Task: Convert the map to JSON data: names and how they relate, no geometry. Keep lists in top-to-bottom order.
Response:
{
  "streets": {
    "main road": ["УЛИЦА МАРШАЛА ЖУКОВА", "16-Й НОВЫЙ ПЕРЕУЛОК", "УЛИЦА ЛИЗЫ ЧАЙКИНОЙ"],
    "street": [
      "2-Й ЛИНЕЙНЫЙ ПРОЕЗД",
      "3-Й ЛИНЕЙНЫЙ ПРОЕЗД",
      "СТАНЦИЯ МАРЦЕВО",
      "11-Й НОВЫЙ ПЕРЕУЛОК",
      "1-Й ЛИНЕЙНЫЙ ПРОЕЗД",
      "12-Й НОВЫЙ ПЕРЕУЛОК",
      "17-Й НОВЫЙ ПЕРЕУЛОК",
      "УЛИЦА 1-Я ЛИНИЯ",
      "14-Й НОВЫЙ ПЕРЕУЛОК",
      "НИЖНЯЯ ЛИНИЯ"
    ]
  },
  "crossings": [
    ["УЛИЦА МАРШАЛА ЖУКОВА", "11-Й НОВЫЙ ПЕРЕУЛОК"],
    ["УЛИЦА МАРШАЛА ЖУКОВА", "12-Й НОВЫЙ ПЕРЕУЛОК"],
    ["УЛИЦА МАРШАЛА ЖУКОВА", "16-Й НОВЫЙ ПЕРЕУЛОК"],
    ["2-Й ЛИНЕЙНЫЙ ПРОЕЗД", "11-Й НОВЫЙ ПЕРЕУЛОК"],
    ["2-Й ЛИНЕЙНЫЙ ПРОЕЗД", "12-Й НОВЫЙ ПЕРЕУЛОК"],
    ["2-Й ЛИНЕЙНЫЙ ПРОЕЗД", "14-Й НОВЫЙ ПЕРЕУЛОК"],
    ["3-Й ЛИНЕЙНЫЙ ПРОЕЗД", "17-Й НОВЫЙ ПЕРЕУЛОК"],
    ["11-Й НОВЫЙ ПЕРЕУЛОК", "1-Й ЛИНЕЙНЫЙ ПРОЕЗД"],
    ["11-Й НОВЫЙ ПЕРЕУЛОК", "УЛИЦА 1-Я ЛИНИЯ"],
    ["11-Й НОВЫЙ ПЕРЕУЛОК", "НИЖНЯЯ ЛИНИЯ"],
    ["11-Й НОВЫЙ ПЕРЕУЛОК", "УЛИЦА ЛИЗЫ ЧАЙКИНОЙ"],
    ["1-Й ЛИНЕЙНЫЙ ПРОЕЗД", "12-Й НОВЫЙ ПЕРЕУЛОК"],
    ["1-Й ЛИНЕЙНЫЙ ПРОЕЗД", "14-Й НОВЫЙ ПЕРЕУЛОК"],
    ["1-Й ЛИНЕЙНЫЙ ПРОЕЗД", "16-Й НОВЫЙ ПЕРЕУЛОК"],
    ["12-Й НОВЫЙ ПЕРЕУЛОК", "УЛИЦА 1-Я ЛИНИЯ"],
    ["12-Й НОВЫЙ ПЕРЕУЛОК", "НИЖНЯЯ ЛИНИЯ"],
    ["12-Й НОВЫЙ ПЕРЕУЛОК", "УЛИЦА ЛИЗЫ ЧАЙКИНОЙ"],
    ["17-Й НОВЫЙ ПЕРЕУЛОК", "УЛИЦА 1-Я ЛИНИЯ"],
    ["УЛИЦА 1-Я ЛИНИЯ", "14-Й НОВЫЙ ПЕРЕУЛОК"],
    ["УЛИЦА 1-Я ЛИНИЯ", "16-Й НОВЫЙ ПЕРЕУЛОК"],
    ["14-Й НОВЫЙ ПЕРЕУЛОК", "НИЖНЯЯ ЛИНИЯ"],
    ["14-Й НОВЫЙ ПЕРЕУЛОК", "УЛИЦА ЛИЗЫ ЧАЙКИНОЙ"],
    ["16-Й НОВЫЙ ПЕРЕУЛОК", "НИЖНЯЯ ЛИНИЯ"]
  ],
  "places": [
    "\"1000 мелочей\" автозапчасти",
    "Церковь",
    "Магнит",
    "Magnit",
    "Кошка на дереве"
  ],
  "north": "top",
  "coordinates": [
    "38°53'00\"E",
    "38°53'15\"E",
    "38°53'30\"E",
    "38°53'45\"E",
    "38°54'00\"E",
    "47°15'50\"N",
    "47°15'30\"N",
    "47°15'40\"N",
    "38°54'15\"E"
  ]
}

--

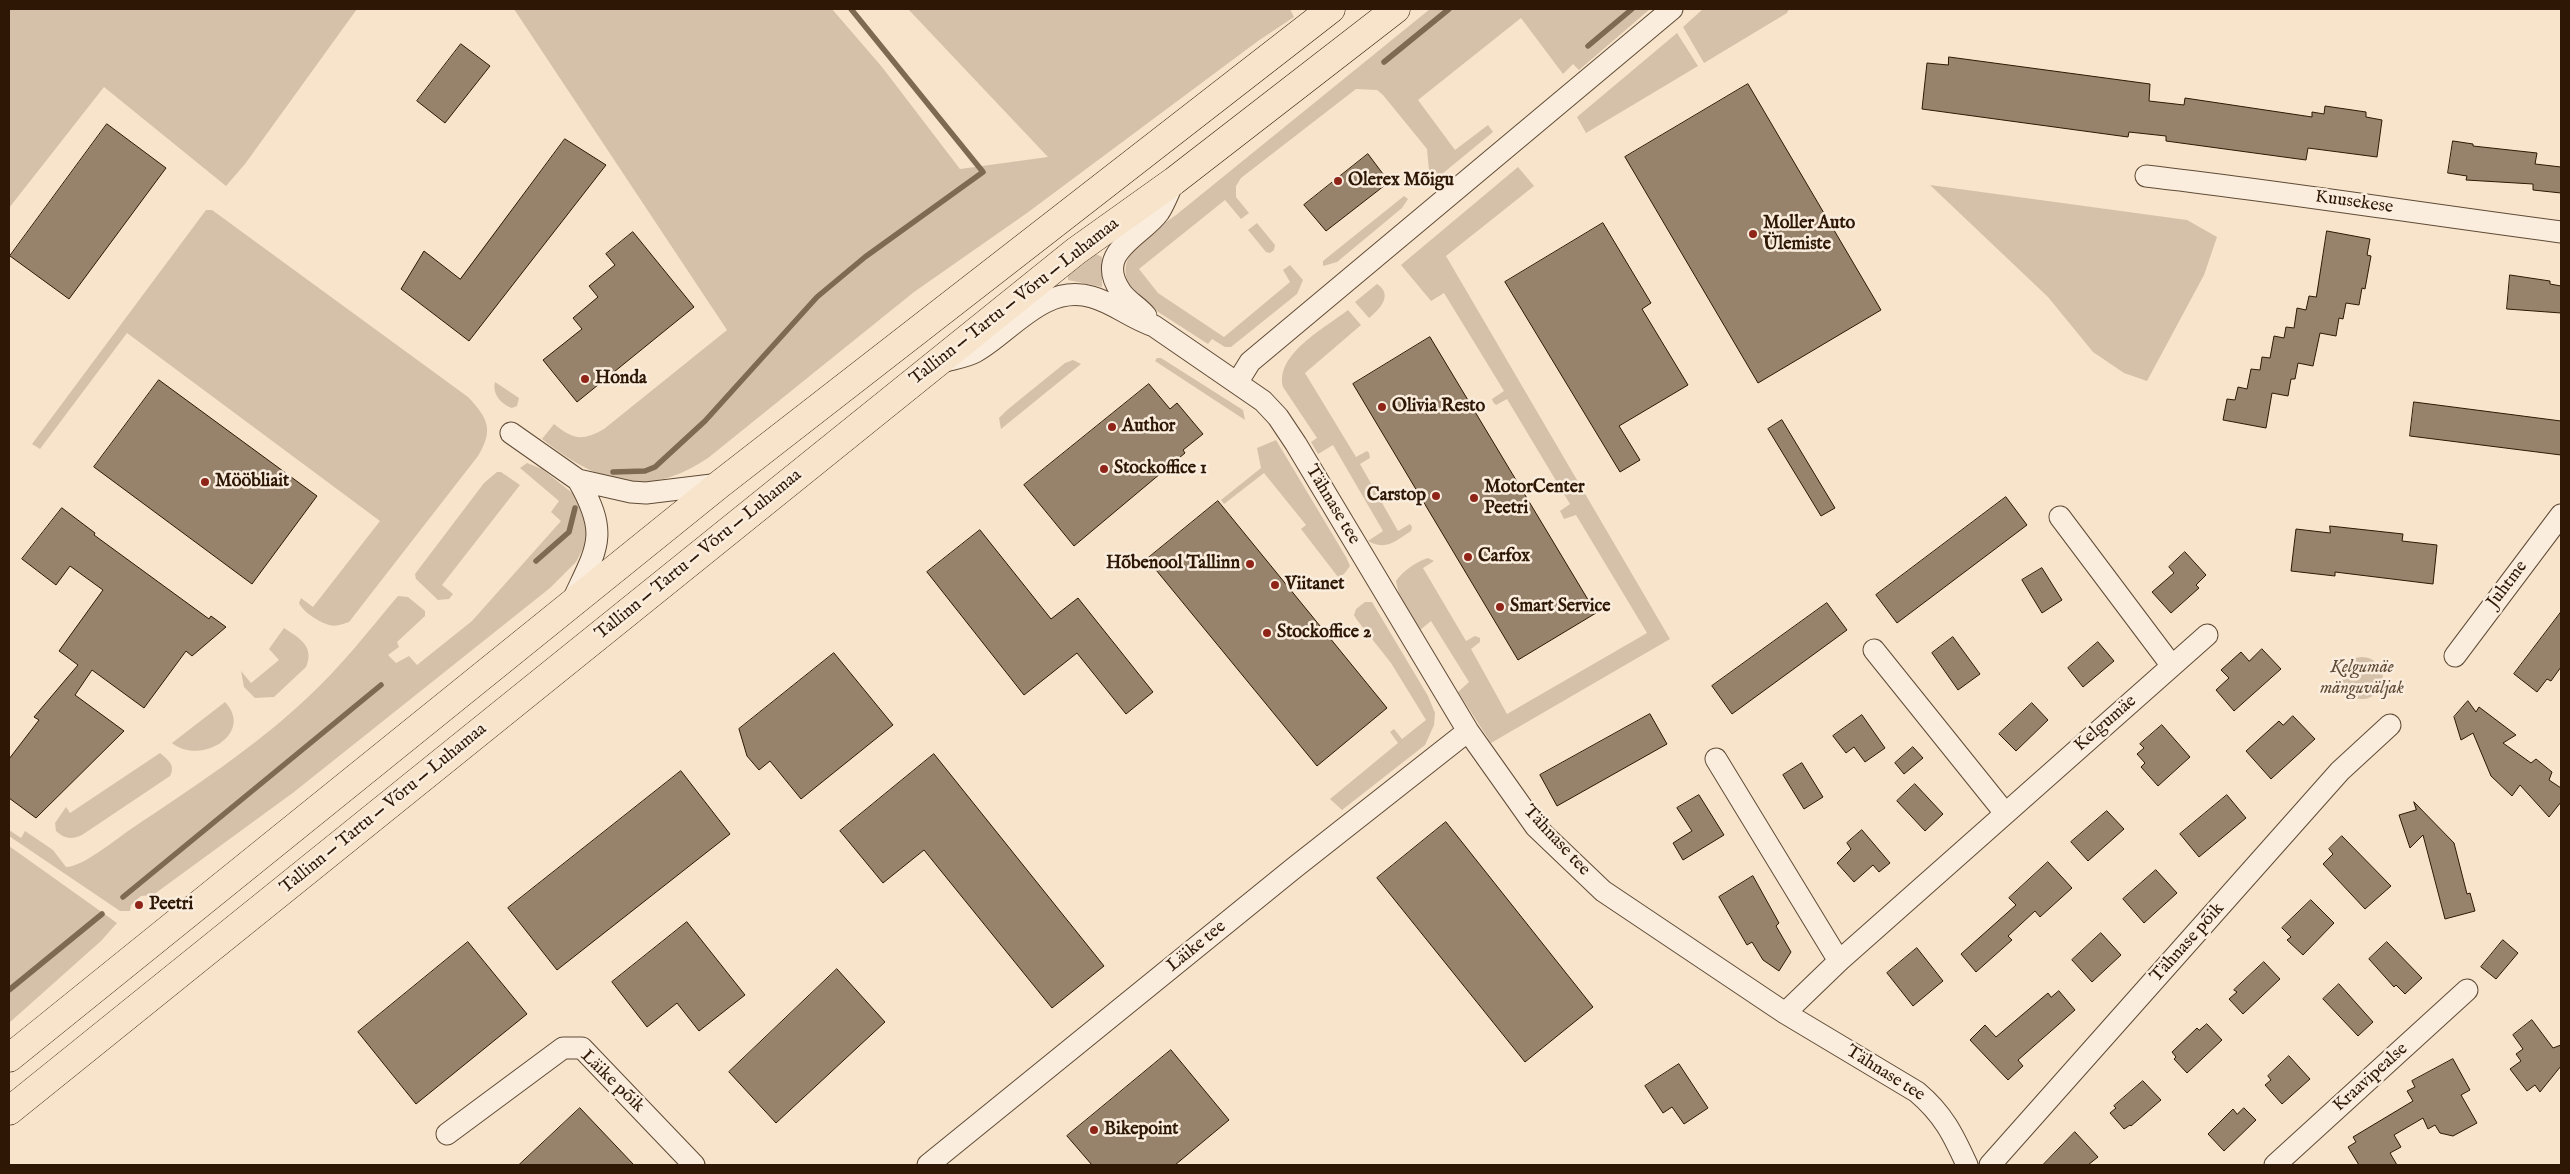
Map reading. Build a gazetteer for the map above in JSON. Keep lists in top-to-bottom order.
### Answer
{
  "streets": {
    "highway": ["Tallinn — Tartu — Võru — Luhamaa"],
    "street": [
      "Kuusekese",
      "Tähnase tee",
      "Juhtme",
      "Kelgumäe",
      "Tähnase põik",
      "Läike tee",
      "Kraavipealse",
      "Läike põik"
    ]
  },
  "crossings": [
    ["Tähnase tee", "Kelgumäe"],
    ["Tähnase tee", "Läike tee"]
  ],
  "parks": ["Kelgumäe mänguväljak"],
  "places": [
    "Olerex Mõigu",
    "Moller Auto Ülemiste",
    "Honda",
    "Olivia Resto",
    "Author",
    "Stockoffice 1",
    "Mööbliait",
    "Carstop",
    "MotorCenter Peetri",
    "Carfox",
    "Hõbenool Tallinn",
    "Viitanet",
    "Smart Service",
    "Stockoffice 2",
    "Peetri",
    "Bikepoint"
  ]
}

--

If a line in the material contains the word "JSON", copy that line.

[Solution to the problem]
Task: Convert the map to JSON data: names and how they relate, no geometry. Keep lists in top-to-bottom order.
Map reading. Build a gazetteer for the map above in JSON. Keep lists in top-to-bottom order.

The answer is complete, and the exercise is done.